What you need to do:
Scan the records for the string "lists" and copy every line that holds it.

Data shown:
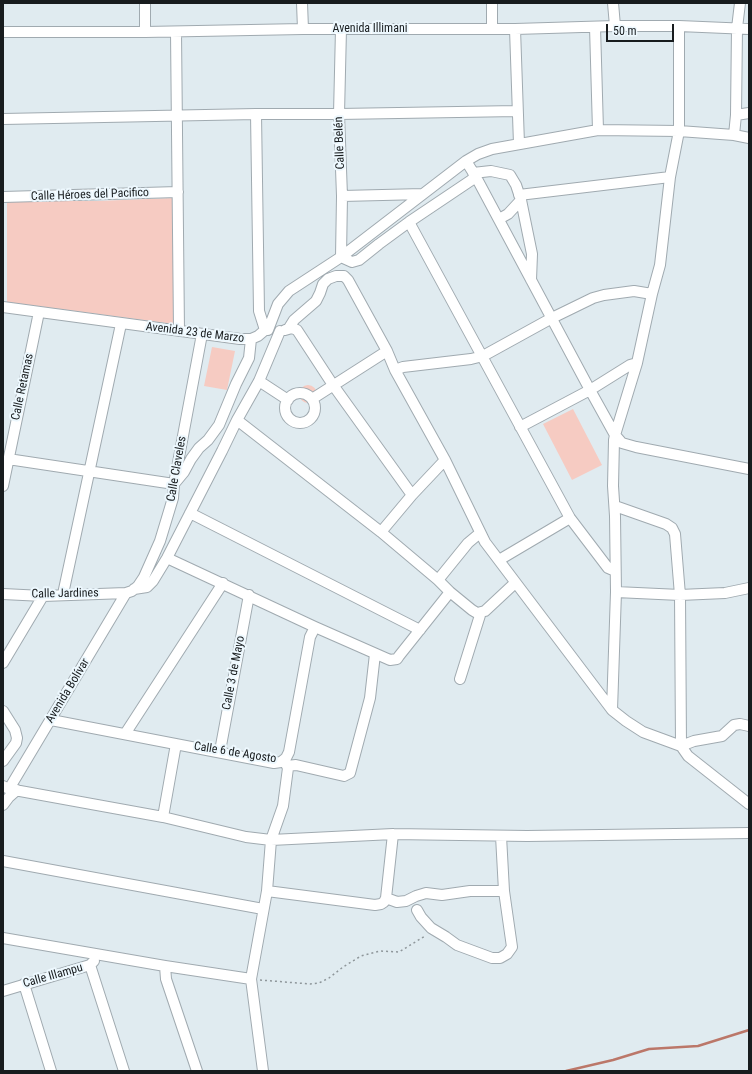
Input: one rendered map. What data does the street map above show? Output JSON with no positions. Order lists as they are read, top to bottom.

---

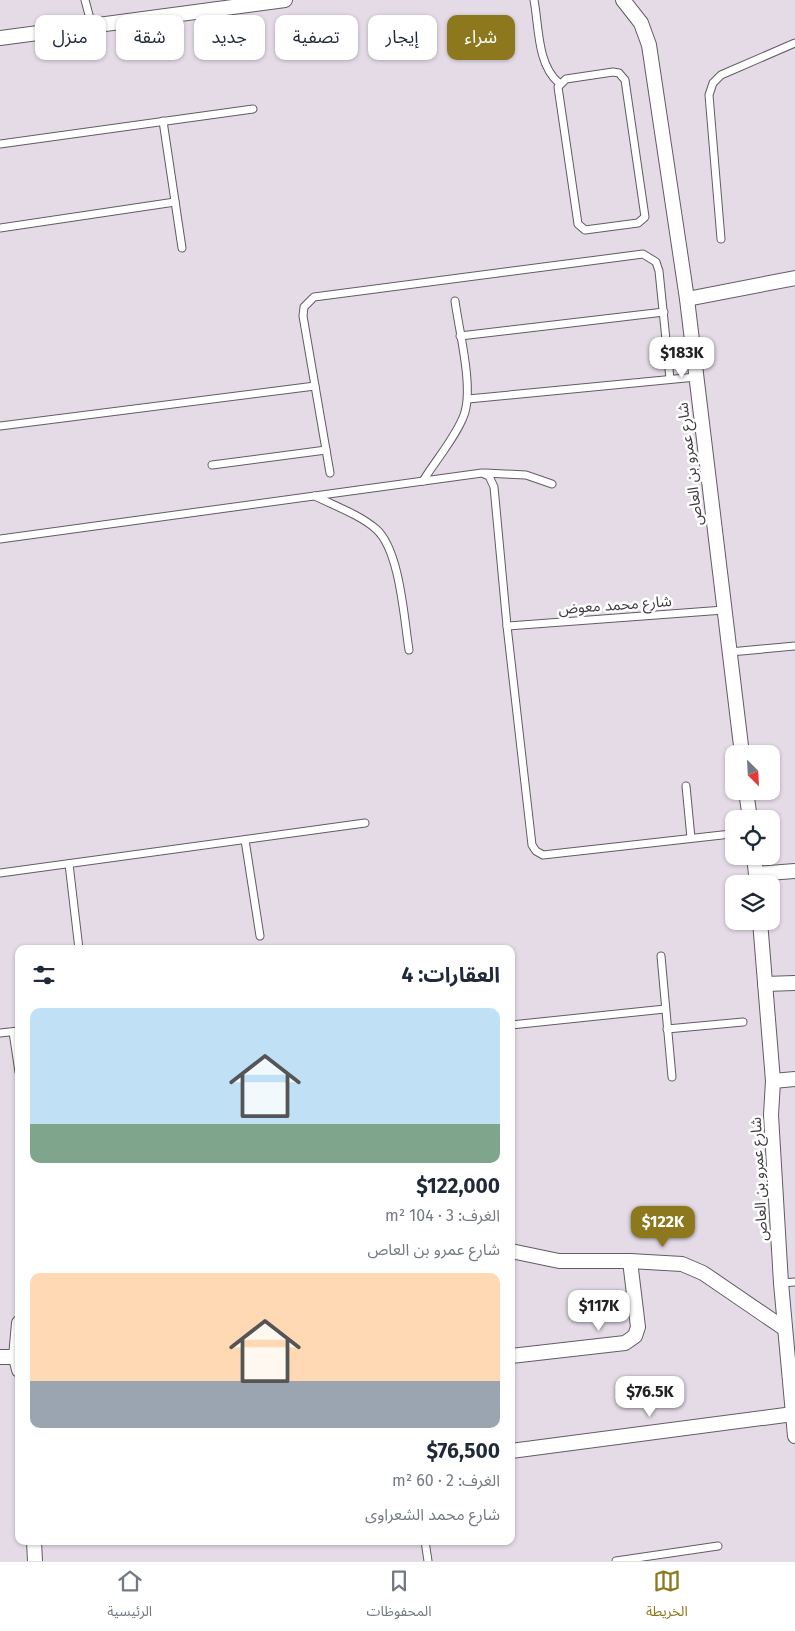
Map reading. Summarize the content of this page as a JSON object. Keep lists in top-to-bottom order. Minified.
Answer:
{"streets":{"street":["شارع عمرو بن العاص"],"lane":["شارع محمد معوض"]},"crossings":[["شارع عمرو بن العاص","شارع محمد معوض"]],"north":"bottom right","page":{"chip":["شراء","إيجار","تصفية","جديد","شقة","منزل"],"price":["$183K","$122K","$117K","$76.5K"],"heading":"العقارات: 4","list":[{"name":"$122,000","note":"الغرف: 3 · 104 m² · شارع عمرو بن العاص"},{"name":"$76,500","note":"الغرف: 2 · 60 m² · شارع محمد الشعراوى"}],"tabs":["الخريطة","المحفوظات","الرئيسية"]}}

==

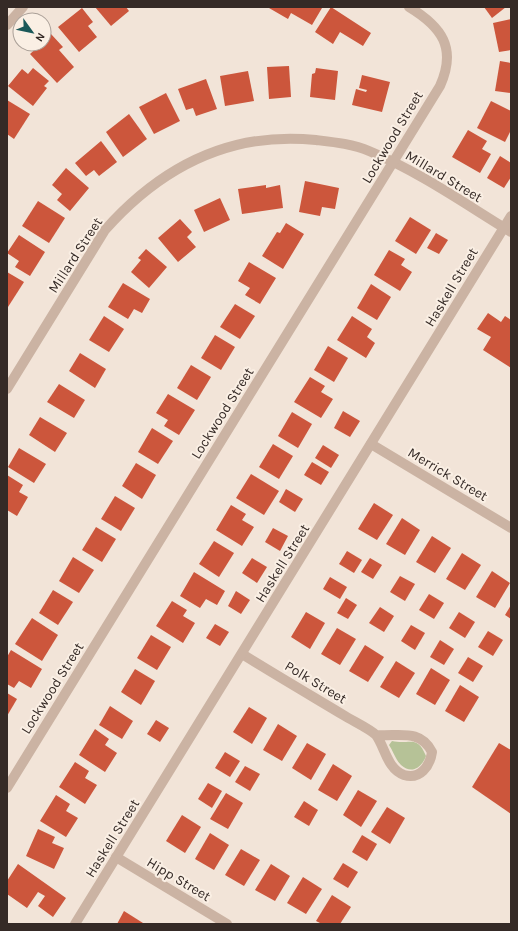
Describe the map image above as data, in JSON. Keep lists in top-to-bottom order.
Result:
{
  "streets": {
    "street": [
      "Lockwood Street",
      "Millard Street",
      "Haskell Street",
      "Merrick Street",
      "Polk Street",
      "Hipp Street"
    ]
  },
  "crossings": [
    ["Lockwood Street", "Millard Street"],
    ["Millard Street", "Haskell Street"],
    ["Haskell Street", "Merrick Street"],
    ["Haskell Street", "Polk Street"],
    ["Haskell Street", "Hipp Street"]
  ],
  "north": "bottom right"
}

Written response:
Input: one rendered map. What data does the street map above show? Output JSON with no positions. Order lists as they are read, top to bottom.
Map reading. Summarize the content of this page as a JSON object. Keep lists in top-to-bottom order. Minified.
Describe the map image above as data, in JSON. Keep lists in top-to-bottom order.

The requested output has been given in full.